The National Oceanic and Atmospheric Administration forms assessment teams to study the forecasts and recommend improvements after major weather disasters.
The Weather Service's National Hurricane Center projected more than two days in advance that Katrina would strike southeast Louisiana as a major hurricane and later issued hurricane watches and warnings with lead times of 44 and 32 hours, the report said.

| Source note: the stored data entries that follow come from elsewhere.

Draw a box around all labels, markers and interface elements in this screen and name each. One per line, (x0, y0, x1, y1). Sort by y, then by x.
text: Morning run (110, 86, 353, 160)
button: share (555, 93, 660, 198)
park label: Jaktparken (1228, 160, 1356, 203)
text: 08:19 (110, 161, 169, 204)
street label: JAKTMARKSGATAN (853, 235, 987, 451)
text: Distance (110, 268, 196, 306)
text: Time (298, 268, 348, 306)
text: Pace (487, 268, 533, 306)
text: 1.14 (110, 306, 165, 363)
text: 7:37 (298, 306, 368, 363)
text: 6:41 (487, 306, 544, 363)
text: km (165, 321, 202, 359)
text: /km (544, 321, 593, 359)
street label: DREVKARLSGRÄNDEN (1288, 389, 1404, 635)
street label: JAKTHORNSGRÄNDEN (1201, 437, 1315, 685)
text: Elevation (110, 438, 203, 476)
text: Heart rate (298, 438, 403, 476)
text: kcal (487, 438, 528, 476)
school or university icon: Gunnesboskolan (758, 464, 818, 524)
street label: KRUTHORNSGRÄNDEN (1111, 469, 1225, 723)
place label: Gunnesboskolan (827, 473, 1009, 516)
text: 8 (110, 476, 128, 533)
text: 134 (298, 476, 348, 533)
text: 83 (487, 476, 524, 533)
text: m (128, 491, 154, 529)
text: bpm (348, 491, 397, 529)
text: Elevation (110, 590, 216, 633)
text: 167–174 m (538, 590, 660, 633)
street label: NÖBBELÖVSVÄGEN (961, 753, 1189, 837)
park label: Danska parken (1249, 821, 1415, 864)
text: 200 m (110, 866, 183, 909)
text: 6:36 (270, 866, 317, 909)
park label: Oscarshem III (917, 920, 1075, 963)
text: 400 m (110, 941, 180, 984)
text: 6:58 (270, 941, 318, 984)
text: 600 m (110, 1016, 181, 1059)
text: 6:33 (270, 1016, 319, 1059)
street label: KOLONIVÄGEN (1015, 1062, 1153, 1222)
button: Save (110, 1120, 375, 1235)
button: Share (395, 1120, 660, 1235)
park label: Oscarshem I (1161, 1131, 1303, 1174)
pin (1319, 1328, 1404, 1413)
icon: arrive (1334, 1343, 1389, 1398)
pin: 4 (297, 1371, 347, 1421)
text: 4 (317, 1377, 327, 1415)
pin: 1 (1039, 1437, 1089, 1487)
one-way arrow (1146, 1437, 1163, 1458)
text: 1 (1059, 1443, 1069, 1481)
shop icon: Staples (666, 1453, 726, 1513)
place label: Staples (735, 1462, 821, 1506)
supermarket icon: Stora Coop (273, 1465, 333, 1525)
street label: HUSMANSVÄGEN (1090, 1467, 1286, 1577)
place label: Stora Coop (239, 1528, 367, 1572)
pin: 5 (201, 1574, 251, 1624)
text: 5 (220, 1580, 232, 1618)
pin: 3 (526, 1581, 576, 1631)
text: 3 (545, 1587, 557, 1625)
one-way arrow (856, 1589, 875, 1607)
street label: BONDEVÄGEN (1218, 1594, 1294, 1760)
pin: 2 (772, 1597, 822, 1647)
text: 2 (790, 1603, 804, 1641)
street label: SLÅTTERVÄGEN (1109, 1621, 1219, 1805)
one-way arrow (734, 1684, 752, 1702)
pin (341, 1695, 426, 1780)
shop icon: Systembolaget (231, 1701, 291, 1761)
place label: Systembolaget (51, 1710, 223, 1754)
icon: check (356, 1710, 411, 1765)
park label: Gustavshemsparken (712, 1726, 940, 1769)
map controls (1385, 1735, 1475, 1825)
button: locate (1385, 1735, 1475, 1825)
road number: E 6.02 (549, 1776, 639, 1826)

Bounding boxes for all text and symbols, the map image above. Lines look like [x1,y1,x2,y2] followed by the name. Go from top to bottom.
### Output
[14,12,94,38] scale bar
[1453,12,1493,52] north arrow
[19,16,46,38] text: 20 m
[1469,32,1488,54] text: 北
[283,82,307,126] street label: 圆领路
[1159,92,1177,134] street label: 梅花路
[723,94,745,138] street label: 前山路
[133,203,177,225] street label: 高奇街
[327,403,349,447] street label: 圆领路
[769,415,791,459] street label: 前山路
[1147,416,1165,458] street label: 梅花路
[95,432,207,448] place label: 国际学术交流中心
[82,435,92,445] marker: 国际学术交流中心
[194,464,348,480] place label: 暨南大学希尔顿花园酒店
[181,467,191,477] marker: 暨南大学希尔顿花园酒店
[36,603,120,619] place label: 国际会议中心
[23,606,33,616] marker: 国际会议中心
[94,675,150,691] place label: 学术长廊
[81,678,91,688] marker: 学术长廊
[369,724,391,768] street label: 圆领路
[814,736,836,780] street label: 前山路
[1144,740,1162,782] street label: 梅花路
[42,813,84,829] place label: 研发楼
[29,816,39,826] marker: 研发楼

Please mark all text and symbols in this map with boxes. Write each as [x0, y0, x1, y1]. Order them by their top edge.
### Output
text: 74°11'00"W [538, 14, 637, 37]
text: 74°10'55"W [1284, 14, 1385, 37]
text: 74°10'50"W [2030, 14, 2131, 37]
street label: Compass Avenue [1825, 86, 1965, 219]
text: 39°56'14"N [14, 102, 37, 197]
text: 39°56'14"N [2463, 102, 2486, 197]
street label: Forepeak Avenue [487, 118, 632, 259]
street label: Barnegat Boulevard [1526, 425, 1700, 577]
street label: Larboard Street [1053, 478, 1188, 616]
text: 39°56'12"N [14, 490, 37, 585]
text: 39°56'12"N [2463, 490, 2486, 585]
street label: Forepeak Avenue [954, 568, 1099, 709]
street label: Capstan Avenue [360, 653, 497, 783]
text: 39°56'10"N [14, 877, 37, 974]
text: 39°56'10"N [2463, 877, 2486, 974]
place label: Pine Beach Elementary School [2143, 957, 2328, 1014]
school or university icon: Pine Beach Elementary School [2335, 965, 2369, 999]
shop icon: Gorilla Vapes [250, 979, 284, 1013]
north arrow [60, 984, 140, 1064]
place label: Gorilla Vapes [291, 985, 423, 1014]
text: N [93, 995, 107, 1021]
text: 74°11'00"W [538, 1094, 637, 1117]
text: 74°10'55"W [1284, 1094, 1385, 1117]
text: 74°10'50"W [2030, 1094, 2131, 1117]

That's an extra eight hours beyond when such alerts are typically issued.
"The accurate forecasts provided for extended warning times," said Weather Service Director David L. Johnson. "Our ability to identify where a major hurricane would hit the Gulf Coast was among the actions that saved countless lives."
Katrina first crossed Florida on Aug. 25, made its second landfall in Buras, La., on Aug. 29 and them moved on to the area near the border of Louisiana and Mississippi.
The storm devastated coastal areas, flooded much of New Orleans and forced evacuation of thousands of people.
The Weather Service reported 1,353 direct fatalities from the storm and 275,000 homes damaged or destroyed and said total economic losses could top $100 billion.
The storm created "extremely challenging" working conditions for the Weather Service, the report observed, particularly in disrupting communications, which limited its ability to send out warnings. Weather Service offices from Florida to Texas were called on to provide backup services.
Noteworthy, the report said, was a warning issued by the New Orleans office a day before the storm's arrival emphasizing the probable impacts and reinforcing the need for evacuation.
The assessment called on the agency to study likely points of communications failure in the event of similar storms and to find ways to improve continuing operations, including providing hardware and software needed for extended periods of service backup.